Amitié amoureuse ou…plus?

Personne n’a jamais pu prouver de façon irréfutable une quelconque liaison entre les deux jeunes gens. Seules quelques lettres, conservées aux Archives nationales de Stockholm laissent transparaître le tendre penchant qui les unit.

Tout a été dit sur cette histoire avec moult exagérations et affirmations mensongères. Si l’on s’en tient à ce qui est écrit, on ne peut nier que la Reine et Fersen ont une très grande complicité, une affection réelle et une attirance profonde. Mais, rien d’autre ne peut-être affirmé ou infirmé. Est-il aimé? Aime-t-il? Il y a tout lieu de le penser, mais il ne faut pas occulter le fait qu’il est, aussi, un libertin.
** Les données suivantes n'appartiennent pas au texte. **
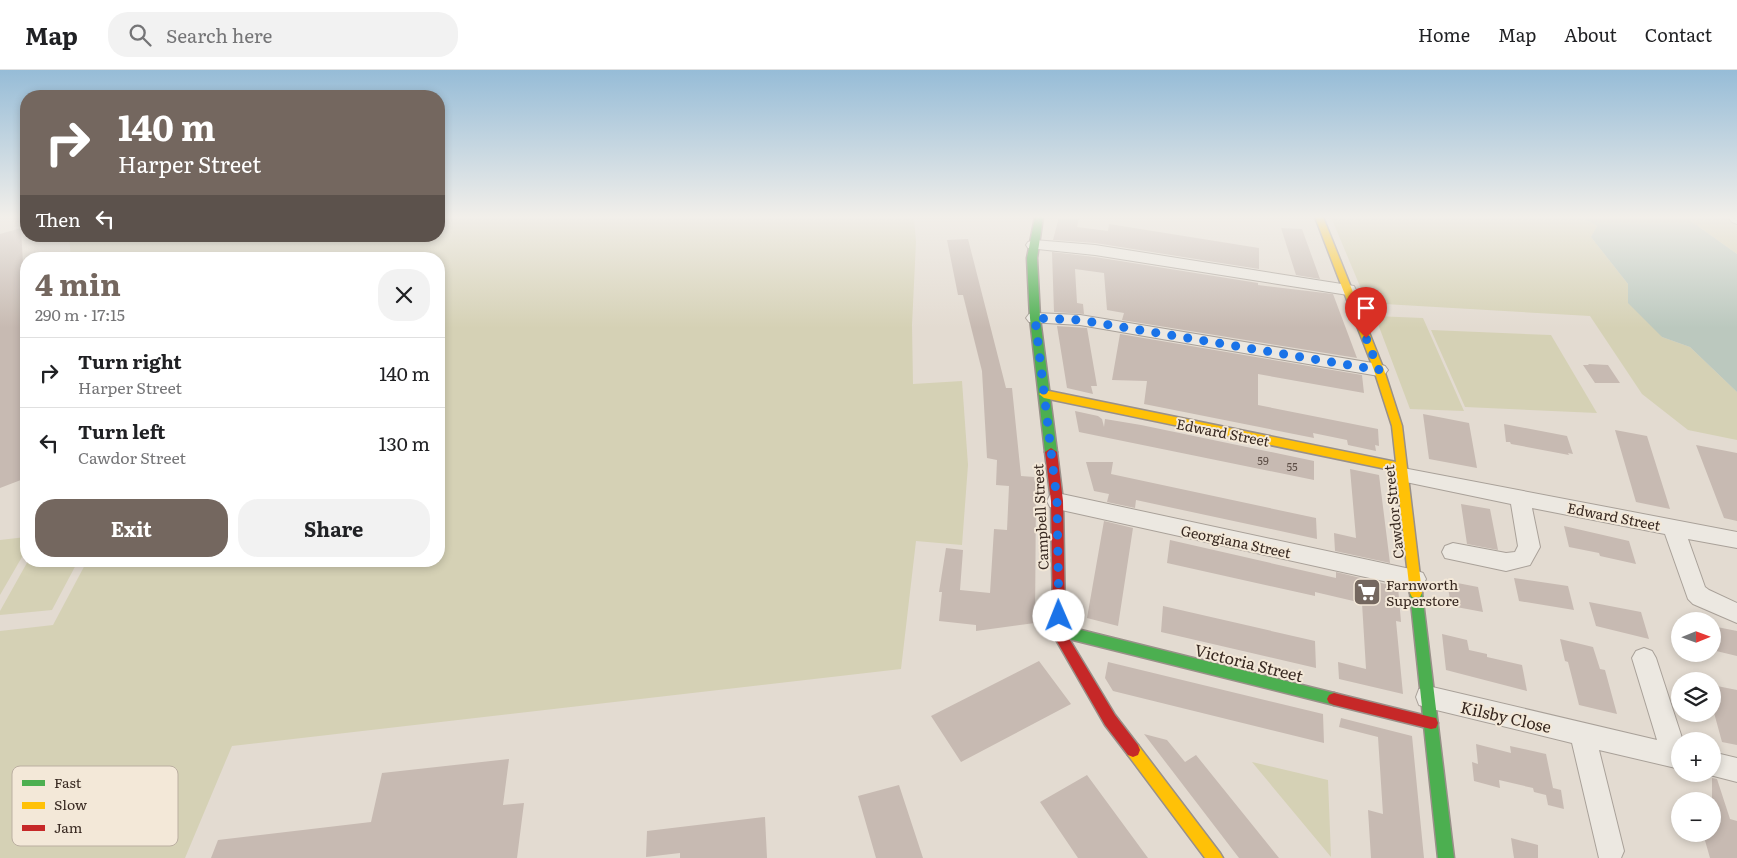 <!DOCTYPE html>
<html lang="en">
<head>
<meta charset="utf-8">
<style>
	:root { --surface:#fff; --page:#f2f2f2; --text:#202124; --muted:#757577; --line:#e0e0e0; --accent:#74675f }
	body { margin:0; font-family:Literata,serif; background:var(--page); color:var(--text); height:100vh; display:flex; flex-direction:column; font-size:19px; white-space:nowrap }
	* { box-sizing:border-box; margin:0 }
	p { font-size:16px; color:var(--muted) }
	.icon { flex:none; width:28px; height:28px; fill:none; stroke:currentColor; stroke-width:2; stroke-linecap:round; stroke-linejoin:round }
	.map { position:relative; flex:1; overflow:hidden }
	.panel { position:absolute; left:20px; top:182px; width:425px; height:315px; display:flex; flex-direction:column; background:var(--surface); border-radius:20px; box-shadow:0 2px 8px #0003 }
	.panel>* { flex:none }
	.guide { position:absolute; left:20px; top:20px; width:425px; height:152px; border-radius:20px; box-shadow:0 2px 8px #0003; background:#74675f; color:#fff; overflow:hidden }
	.needle { width:32px; rotate:89deg }
	.tools { position:absolute; left:1671px; top:542px; display:grid; gap:10px }
	.tools a { display:grid; place-items:center; width:50px; height:50px; border-radius:50%; background:var(--surface); box-shadow:0 2px 8px #0003; font-size:25px }
	.pin { position:absolute; display:grid; place-items:center; width:42px; height:42px; color:#fff; margin:-51px -21px; border-radius:50% 50% 50% 0; rotate:-45deg; box-shadow:0 0 5px #0007 }
	.pin .icon { rotate:45deg }
	.me { position:absolute; width:55px; margin:-28px; rotate:359deg; stroke-linejoin:round; filter:drop-shadow(0 0 4px #0008) }
	.turn { display:flex; align-items:center; gap:18px; height:105px; padding:0 15px; font-size:22px }
	.turn .icon { width:65px; height:65px; stroke-width:2.5 }
	.turn b { display:block; font-size:35px; line-height:42px }
	.then { display:flex; align-items:center; height:48px; padding:0 15px; background:#0003; gap:10px; font-size:19px }
	.round { display:grid; place-items:center; flex:none; width:52px; height:52px; border-radius:20px; background:var(--page) }
	.head { display:flex; align-items:center; justify-content:space-between; height:85px; padding:0 15px }
	h1 { font-size:30px; font-weight:700; line-height:38px; color:var(--accent) }
	.primary-button { display:flex; gap:10px; margin-top:auto; padding:10px 15px }
	.primary-button a { flex:1; height:58px; border-radius:20px; background:var(--accent); color:#fff; font-size:20px; font-weight:700; line-height:58px; text-align:center }
	.primary-button a+a { background:var(--page); color:var(--text) }
	ul { padding:0; list-style:none }
	li { display:flex; align-items:center; gap:15px; height:70px; padding:0 15px; border-top:1px solid var(--line) }
	li div { flex:1 }
	li b { display:block; font-size:19px }
	li em { font-style:normal }
	header { display:flex; align-items:center; gap:30px; box-sizing:border-box; height:70px; padding:0 25px; background:var(--surface); border-bottom:1px solid var(--line) }
	header strong { font-size:24px }
	nav { display:flex; gap:28px; margin-inline-start:auto; font-size:18px }
	.search { width:350px; height:45px; background:var(--page); display:flex; align-items:center; gap:12px; box-sizing:border-box; padding:0 18px; border-radius:20px; color:var(--muted); font-size:19px }
	.map>svg:first-child { display:block }
</style>
</head>
<body>
<header>
<strong>Map</strong>
<div class="search"><svg class="icon" aria-label="search" viewBox="0 0 24 24"><circle cx="10" cy="10" r="6"/><path d="M15 15l6 6"/></svg>Search here</div>
<nav><a>Home</a><a>Map</a><a>About</a><a>Contact</a></nav>
</header>
<div class="map">
<svg width="1737" height="788" viewBox="0 0 1737 788">
	<rect width="100%" height="100%" fill="#e3dbd1"/>
	<path fill="#d5d1b5" d="M439 147H914L916 172 912 255 913 314 962 311 968 395 962 475 916 471 901 599 232 676 185 788H0V561L53 555 87 491H439V189H71L69 166H439Z
		M1331 147H1582L1597 156 1591 167 1628 214 1662 267 1690 277 1737 322V370L1688 360 1642 324 1590 246 1367 233Z
		M1685 147H1731L1737 153V184Z
		M1375 246 1423 248 1464 341 1410 339Z
		M1431 260 1551 265 1597 343 1465 337Z
		M26 467V480L0 525V470Z
		M28 491H78L52 540 0 545V541Z
		M1252 692 1328 710 1331 787Z"/>
	<path fill="#bbc8be" d="M1582 147H1685L1737 184V322L1690 277 1662 267 1628 233V214L1591 167 1597 156Z"/>
	<path fill="#c7bab2" d="M1059 147H1079L1077 157 1108 161 1109 154 1259 178V199L1095 173 1053 170Z
		M21 158 26 248V408L0 418V164Z
		M1281 158 1302 159 1320 209 1296 205Z
		M968 169 1006 318H1012L1021 406 1034 407 1036 419 1035 553 976 561V555L939 551 942 522H939L946 478 963 480 960 520 990 523 994 459 1007 460 1009 416 996 415 997 390 987 388 982 301 963 225H958L947 170Z
		M1052 182 1095 187 1258 213V215L1333 224 1357 288 1122 250 1124 243 1107 240 1104 203 1075 199 1077 233 1083 234 1084 244 1054 242Z
		M1057 256 1087 258 1097 316H1091L1093 324 1067 318Z
		M1120 264 1362 305 1364 323 1258 304V335L1378 359 1379 376 1375 375 1376 381 1348 375 1347 370 1313 363 1314 368 1144 334 1147 311 1112 310Z
		M1588 294 1608 295 1620 313H1595L1583 295H1589Z
		M1075 341 1098 346 1102 349 1104 357 1105 349 1141 355 1314 391V410L1079 362Z
		M1423 344 1469 353 1477 398 1429 389Z
		M1504 354 1567 366 1573 384 1568 383 1569 385 1511 374 1510 372H1506Z
		M1615 360 1647 366 1670 439 1636 432Z
		M1696 375 1737 383V451L1724 448Z
		M1086 392H1113L1111 404 1316 448 1317 469 1136 430 1135 438 1107 432 1109 424 1094 421Z
		M1350 399 1379 405 1390 493 1335 481 1334 463 1356 468Z
		M1461 434 1490 439 1498 480 1467 474Z
		M1104 451 1133 458 1118 556 1087 548Z
		M1564 456 1629 471 1636 494 1600 486 1599 483 1569 477Z
		M1170 470 1336 508V502L1398 517 1401 552 1396 551 1403 624 1339 609 1338 592 1366 599 1362 533 1315 522V526L1167 493Z
		M1514 508 1568 516 1574 540 1519 531Z
		M1447 511 1478 517 1483 542 1451 536Z
		M1589 532 1641 542 1649 569 1596 556Z
		M1163 536 1315 571 1316 598 1161 562Z
		M1712 556 1737 561V586L1712 580Z
		M1442 564 1467 570 1469 580 1487 584V587L1522 595 1527 621 1446 600Z
		M1560 569 1593 577 1600 599 1605 600 1617 644 1579 635 1568 592 1565 591Z
		M1039 591 1071 634 961 692 931 646Z
		M1108 592 1323 644 1324 673 1113 621 1105 608Z
		M1712 615 1737 620V675L1722 672 1713 639 1718 640 1712 626Z
		M1341 648 1412 666 1424 788H1371L1368 740 1383 744 1378 667 1339 657Z
		M1144 664 1167 670 1185 692 1196 685 1279 788H1239Z
		M1476 674 1511 683 1510 676 1546 684 1553 718 1561 720 1564 739 1548 735 1546 725 1534 722 1533 718 1499 710 1500 718 1474 711 1472 692 1478 694Z
		M509 689 503 735 524 733 517 788H211L218 770 371 752 382 703Z
		M1087 705 1148 788H1078L1040 732Z
		M1712 708 1717 709 1730 749 1737 751V788H1710L1706 774 1703 764H1712Z
		M899 715 923 788H876L858 726Z
		M765 747 767 788H680V783L646 787 647 761Z
		M1511 768 1538 775V788H1514Z"/>
	<g fill="none" stroke-linecap="round" stroke-linejoin="round">
		<g stroke="#a9a199" stroke-width="2">
			<path id="street" d="M1728 147H1737V154L1732 152Z
				M1034 170 1095 175 1348 215 1354 216 1356 220 1354 224 1348 225 1095 185 1028 178 1026 175 1028 172Z
				M1035 243 1080 245 1379 294 1385 296 1388 300 1385 304 1379 306 1080 255 1029 252 1026 248 1029 244Z
				M1403 398 1737 462V478L1688 469 1705 517 1709 520 1737 533V553L1693 534 1688 529 1665 464 1532 438 1540 477 1530 495 1506 501 1445 488 1442 482 1445 476 1453 473 1506 483 1515 482 1518 476 1511 434 1396 410 1393 405 1396 400Z
				M1057 423 1415 500 1423 503 1426 509 1423 515 1415 518 1057 439 1050 437 1047 431 1050 425Z
				M1644 578 1652 581 1656 588 1683 671H1680V699L1599 680 1624 781 1621 788H1599L1572 673 1428 638 1419 635 1416 627 1419 619 1428 616 1657 670 1632 588 1636 581Z
				M1712 682 1737 688V712L1706 704H1712Z"/>
		</g>
		<g stroke="#999089" stroke-width="3">
			<path id="fast" d="M1035 147H1043L1037 188 1040 248 1057 382 1051 386 1045 382 1030 248 1027 188Z
				M1416 518 1420 519 1422 523 1454 788H1438L1410 523 1412 519Z
				M1061 555 1334 623 1339 625 1341 629 1339 633 1334 635 1061 567 1056 565 1054 561 1056 557Z"/>
		</g>
		<g stroke="#999089" stroke-width="3">
			<path id="slow" d="M1315 147H1323L1384 300 1402 356 1422 523 1420 527 1416 528 1412 527 1410 523 1396 401 1044 328 1039 324 1044 320 1396 392 1392 356 1374 300Z
				M1133 673 1138 675 1220 783 1223 788H1205L1128 685 1126 680 1128 675Z"/>
		</g>
		<g stroke="#999089" stroke-width="3">
			<path id="jam" d="M1051 378 1057 382 1063 431 1065 546 1068 567 1115 645 1138 675 1140 680 1138 685 1133 687 1128 685 1105 655 1055 568 1053 546 1051 431 1045 382Z
				M1334 623 1431 647 1436 648 1438 653 1436 658 1431 659 1334 635 1329 633 1327 629 1329 625Z"/>
		</g>
		<use href="#street" fill="#ece8e1" fill-rule="evenodd"/>
		<use href="#fast" fill="#4caf50" fill-rule="evenodd"/>
		<use href="#slow" fill="#ffc107" fill-rule="evenodd"/>
		<use href="#jam" fill="#c62828" fill-rule="evenodd"/>
	</g>
	<linearGradient id="sky" x2="0" y2="1"><stop stop-color="#96bcd7"/><stop offset="0.57" stop-color="#f2efea"/><stop offset="1" stop-color="#f2efea" stop-opacity="0"/></linearGradient>
	<rect width="1737" height="258" fill="url(#sky)"/>
	<g fill="none" stroke-linecap="round" stroke-linejoin="round">
		<path stroke="#1a73e8" stroke-width="9" stroke-dasharray="0 16.2" d="M1059 546 1057 431 1035 248 1080 250 1379 300 1366 268"/>
	</g>
	<defs>
		<g id="supermarket-square" transform="scale(1.4375)"><rect x="-9" y="-9" width="18" height="18" rx="4" fill="#74675f" stroke="#f3e8d8"/><path d="M-6-5.5h2.5l.6 2H6L4.5 2H-2.5L-4.4-4H-6ZM-1.5 3.2a1.3 1.3 0 1 0 .1 0ZM3 3.2a1.3 1.3 0 1 0 .1 0Z" fill="#fff"/></g>
	</defs>
	<g fill-rule="evenodd">
		<use href="#supermarket-square" x="1367" y="522"/>
	</g>
	<g text-anchor="middle" dominant-baseline="central" stroke-width="4" stroke-linejoin="round" paint-order="stroke">
		<g font-size="11" fill="#5c4d45">
			<text x="1263" y="390">59</text>
			<text x="1292" y="396">55</text>
		</g>
		<g font-size="14" fill="#382921" stroke="#f3e8d8">
			<text transform="translate(1223 362) rotate(11)">Edward Street</text>
			<text transform="translate(1393 442) rotate(-96)">Cawdor Street</text>
			<text transform="translate(1614 446) rotate(11)">Edward Street</text>
			<text transform="translate(1040 447) rotate(-93)">Campbell Street</text>
			<text transform="translate(1236 471) rotate(12)">Georgiana Street</text>
		</g>
		<g font-size="14" fill="#382921" stroke="#f3e8d8" text-anchor="start">
			<text x="1386" y="514">Farnworth<tspan x="1386" dy="16">Superstore</tspan></text>
		</g>
		<g font-size="16" fill="#382921" stroke="#f3e8d8">
			<text transform="translate(1249 592) rotate(14)">Victoria Street</text>
			<text transform="translate(1506 646) rotate(13)">Kilsby Close</text>
		</g>
	</g>
	<rect x="12" y="696" width="166" height="80" rx="8" fill="#f3e8d8" stroke="#bbafa1" stroke-width="1"/>
	<rect x="22" y="710" width="23" height="6" fill="#4caf50"/>
	<rect x="22" y="732" width="23" height="7" fill="#ffc107"/>
	<rect x="22" y="755" width="23" height="6" fill="#c62828"/>
	<g font-size="14" fill="#382921">
		<text x="54" y="718">Fast</text>
		<text x="54" y="740">Slow</text>
		<text x="54" y="763">Jam</text>
	</g>
</svg>
<div class="tools">
<a><svg class="needle" viewBox="-14 -14 28 28"><path d="M0-13l5 13h-10z" fill="#e53935"/><path d="M0 13l5-13h-10z" fill="#757577"/></svg></a>
<a><svg class="icon" aria-label="layers" viewBox="0 0 24 24"><path d="M12 4l9 5-9 5-9-5zM3 14l9 5 9-5"/></svg></a>
<a>+</a>
<a>−</a>
</div>
<div class="pin" style="left:1366px;top:268px;background:#d93025"><svg class="icon" aria-label="arrive" viewBox="0 0 24 24"><path d="M6 21V4h12l-3 4 3 4H6"/></svg></div>
<svg class="me" style="left:1059px;top:546px" viewBox="-20 -20 40 40"><circle r="19" fill="#fff"/><path d="M0-13L10 11 0 6-10 11z" fill="#1a73e8"/></svg>
<div class="guide">
<div class="turn"><svg class="icon" aria-label="right" viewBox="0 0 24 24"><path d="M7 20v-9h11M14 6l5 5-5 5"/></svg><div><b>140 m</b>Harper Street</div></div>
<div class="then">Then<svg class="icon" aria-label="left" viewBox="0 0 24 24"><path d="M17 20v-9H6M10 6l-5 5 5 5"/></svg></div>
</div>
<section class="panel">
<div class="head"><div><h1>4 min</h1><p>290 m · 17:15</p></div><a class="round"><svg class="icon" aria-label="close" viewBox="0 0 24 24"><path d="M6 6l12 12M18 6L6 18"/></svg></a></div>
<ul>
<li><svg class="icon" aria-label="right" viewBox="0 0 24 24"><path d="M7 20v-9h11M14 6l5 5-5 5"/></svg><div><b>Turn right</b><p>Harper Street</p></div><em>140 m</em></li>
<li><svg class="icon" aria-label="left" viewBox="0 0 24 24"><path d="M17 20v-9H6M10 6l-5 5 5 5"/></svg><div><b>Turn left</b><p>Cawdor Street</p></div><em>130 m</em></li>
</ul>
<div class="primary-button"><a>Exit</a><a>Share</a></div>
</section>
</div>
</body>
</html>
Ses innombrables bonnes fortunes sont impressionnantes.

Lettres et tenue d’un journal du 03 juin 1770 au 31 mars 1808

Pendant trente-huit ans, cet homme tient un journal, dont il reste quelques milliers pages, dans lesquelles il se dévoile comme un être droit, simple, mais réservé.

Le Suédois est, avant tout, un militaire, et à ce titre, il quitte souvent la cour pendant de longs mois, mais des lettres, sauvées par on ne sait quel miracle, donnent une idée assez explicite de sa profonde inclination et de son attachement à cet amour impossible.

Les lettres sont de plusieurs sortes, souvent codées par le biais du mode poly-alphabétique, sorte de code secret qui substitue une lettre à une autre qui n’est pas nécessairement toujours la même. Une clé permet de chiffrer le texte. D’autres missives utilisent l’encre sympathique.

Dans l'une d'elles, écrite à sa sœur, la comtesse Sophie Piper, sa confidente, il donne le ton. Ses phrases sont éloquentes et ne laissent aucune place au doute.

Faisant allusion à la date anniversaire de l’exécution de Marie-Antoinette, il écrit: “C'était un jour aussi mémorable qu'atroce pour moi, cet anniversaire du jour où j'ai perdu l'être qui m'aimait plus que tout sur terre et que j'aimais d'un amour sincère. Je pleurerai cette perte toute ma vie “

Quelques faits peu connus

  • Fersen appartient à la loge maçonnique L’Olympique de la Parfaite Estime, où seuls se rencontrent des membres de la très grande noblesse, toujours dans une courtoisie de bon aloi qui est très en vogue au siècle des Lumières. A l’époque, chaque régiment possède sa loge maçonnique.
  • Les mauvaises langues prétendent que l’enfant du Temple, le futur Louis XVII, est le fils du Suédois. Le Roi Louis XVI laisse la porte ouverte à toutes les interprétations en écrivant dans son journal une phrase sibylline, le jour de la naissance: “La Reine vient de mettre au monde le duc de Normandie, tout s’est passé comme lorsque mon fils est né”. Complaisance, balourdise? Nul ne peut le dire même aujourd’hui.
  • Entièrement dévoué à la cause des souverains français, Axel prend d’énormes risques en organisant la fuite de Varennes et en servant de cocher à la famille royale pendant la première étape. Malgré ses démarches incessantes pour les sauver, le Roi puis la Reine sont exécutés. Fersen, effondré, regagne son pays. A la suite d’une sombre histoire non élucidée, on l’accuse d’avoir empoisonné le prince héritier. Il se défend vigoureusement d’un tel acte, mais est lapidé par la foule le jour des funérailles du futur Roi. On ne peut s’empêcher de faire un parallèle entre sa mort et celle de Marie-Antoinette, toutes deux, brutalement, survenues à cause de la violence, la haine et la bétise des hommes.

  • Evelyne Lever, C’était Marie-Antoinette , Fayard, 2006.
  • Françoise Kermina, Hans-Axel de Fersen , Perrin, 2001.